→ Description of the task
The required output is every record, reproduced exactly.

*-*-*

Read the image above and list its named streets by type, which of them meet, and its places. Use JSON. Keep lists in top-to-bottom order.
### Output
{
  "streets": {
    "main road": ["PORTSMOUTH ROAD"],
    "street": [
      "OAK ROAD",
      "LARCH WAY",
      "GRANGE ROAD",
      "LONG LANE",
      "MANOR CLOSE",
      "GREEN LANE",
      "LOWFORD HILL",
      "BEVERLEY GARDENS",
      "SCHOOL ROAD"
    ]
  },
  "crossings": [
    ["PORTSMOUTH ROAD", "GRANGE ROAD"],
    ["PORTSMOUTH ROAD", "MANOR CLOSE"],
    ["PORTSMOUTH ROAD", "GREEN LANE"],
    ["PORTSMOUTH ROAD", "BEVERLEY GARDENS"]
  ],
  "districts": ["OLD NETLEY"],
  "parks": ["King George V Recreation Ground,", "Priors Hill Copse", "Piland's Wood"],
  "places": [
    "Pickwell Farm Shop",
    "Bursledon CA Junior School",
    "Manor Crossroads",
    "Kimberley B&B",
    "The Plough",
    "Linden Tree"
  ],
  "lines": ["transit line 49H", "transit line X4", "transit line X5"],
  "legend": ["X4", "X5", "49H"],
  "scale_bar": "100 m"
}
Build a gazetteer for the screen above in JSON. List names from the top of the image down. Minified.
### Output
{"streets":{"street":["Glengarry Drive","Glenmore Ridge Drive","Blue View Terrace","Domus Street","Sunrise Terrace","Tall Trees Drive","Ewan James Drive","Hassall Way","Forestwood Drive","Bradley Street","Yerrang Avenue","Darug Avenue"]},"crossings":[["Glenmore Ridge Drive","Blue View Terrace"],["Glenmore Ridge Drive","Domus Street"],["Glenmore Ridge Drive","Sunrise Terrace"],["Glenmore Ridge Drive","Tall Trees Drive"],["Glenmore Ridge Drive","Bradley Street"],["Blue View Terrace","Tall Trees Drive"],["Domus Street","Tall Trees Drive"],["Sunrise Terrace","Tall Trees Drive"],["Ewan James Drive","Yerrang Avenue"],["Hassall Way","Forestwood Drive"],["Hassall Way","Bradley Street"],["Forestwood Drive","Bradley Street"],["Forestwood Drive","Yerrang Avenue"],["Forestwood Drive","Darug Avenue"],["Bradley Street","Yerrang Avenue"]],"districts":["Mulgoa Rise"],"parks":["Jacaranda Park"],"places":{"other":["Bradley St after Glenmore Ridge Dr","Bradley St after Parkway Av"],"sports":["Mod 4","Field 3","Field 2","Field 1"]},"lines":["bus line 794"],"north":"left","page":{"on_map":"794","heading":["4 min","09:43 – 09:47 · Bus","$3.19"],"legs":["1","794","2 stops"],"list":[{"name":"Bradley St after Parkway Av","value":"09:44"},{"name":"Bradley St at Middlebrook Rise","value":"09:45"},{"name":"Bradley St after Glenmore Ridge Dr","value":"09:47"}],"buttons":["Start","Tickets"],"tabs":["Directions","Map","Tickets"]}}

*-*-*

→ Response
Read the image above and list its named streets by type, which of them meet, and its places. Use JSON. Keep lists in top-to-bottom order.
### Output
{
  "streets": {
    "main road": ["PORTSMOUTH ROAD"],
    "street": [
      "OAK ROAD",
      "LARCH WAY",
      "GRANGE ROAD",
      "LONG LANE",
      "MANOR CLOSE",
      "GREEN LANE",
      "LOWFORD HILL",
      "BEVERLEY GARDENS",
      "SCHOOL ROAD"
    ]
  },
  "crossings": [
    ["PORTSMOUTH ROAD", "GRANGE ROAD"],
    ["PORTSMOUTH ROAD", "MANOR CLOSE"],
    ["PORTSMOUTH ROAD", "GREEN LANE"],
    ["PORTSMOUTH ROAD", "BEVERLEY GARDENS"]
  ],
  "districts": ["OLD NETLEY"],
  "parks": ["King George V Recreation Ground,", "Priors Hill Copse", "Piland's Wood"],
  "places": [
    "Pickwell Farm Shop",
    "Bursledon CA Junior School",
    "Manor Crossroads",
    "Kimberley B&B",
    "The Plough",
    "Linden Tree"
  ],
  "lines": ["transit line 49H", "transit line X4", "transit line X5"],
  "legend": ["X4", "X5", "49H"],
  "scale_bar": "100 m"
}
Build a gazetteer for the screen above in JSON. List names from the top of the image down. Minified.
### Output
{"streets":{"street":["Glengarry Drive","Glenmore Ridge Drive","Blue View Terrace","Domus Street","Sunrise Terrace","Tall Trees Drive","Ewan James Drive","Hassall Way","Forestwood Drive","Bradley Street","Yerrang Avenue","Darug Avenue"]},"crossings":[["Glenmore Ridge Drive","Blue View Terrace"],["Glenmore Ridge Drive","Domus Street"],["Glenmore Ridge Drive","Sunrise Terrace"],["Glenmore Ridge Drive","Tall Trees Drive"],["Glenmore Ridge Drive","Bradley Street"],["Blue View Terrace","Tall Trees Drive"],["Domus Street","Tall Trees Drive"],["Sunrise Terrace","Tall Trees Drive"],["Ewan James Drive","Yerrang Avenue"],["Hassall Way","Forestwood Drive"],["Hassall Way","Bradley Street"],["Forestwood Drive","Bradley Street"],["Forestwood Drive","Yerrang Avenue"],["Forestwood Drive","Darug Avenue"],["Bradley Street","Yerrang Avenue"]],"districts":["Mulgoa Rise"],"parks":["Jacaranda Park"],"places":{"other":["Bradley St after Glenmore Ridge Dr","Bradley St after Parkway Av"],"sports":["Mod 4","Field 3","Field 2","Field 1"]},"lines":["bus line 794"],"north":"left","page":{"on_map":"794","heading":["4 min","09:43 – 09:47 · Bus","$3.19"],"legs":["1","794","2 stops"],"list":[{"name":"Bradley St after Parkway Av","value":"09:44"},{"name":"Bradley St at Middlebrook Rise","value":"09:45"},{"name":"Bradley St after Glenmore Ridge Dr","value":"09:47"}],"buttons":["Start","Tickets"],"tabs":["Directions","Map","Tickets"]}}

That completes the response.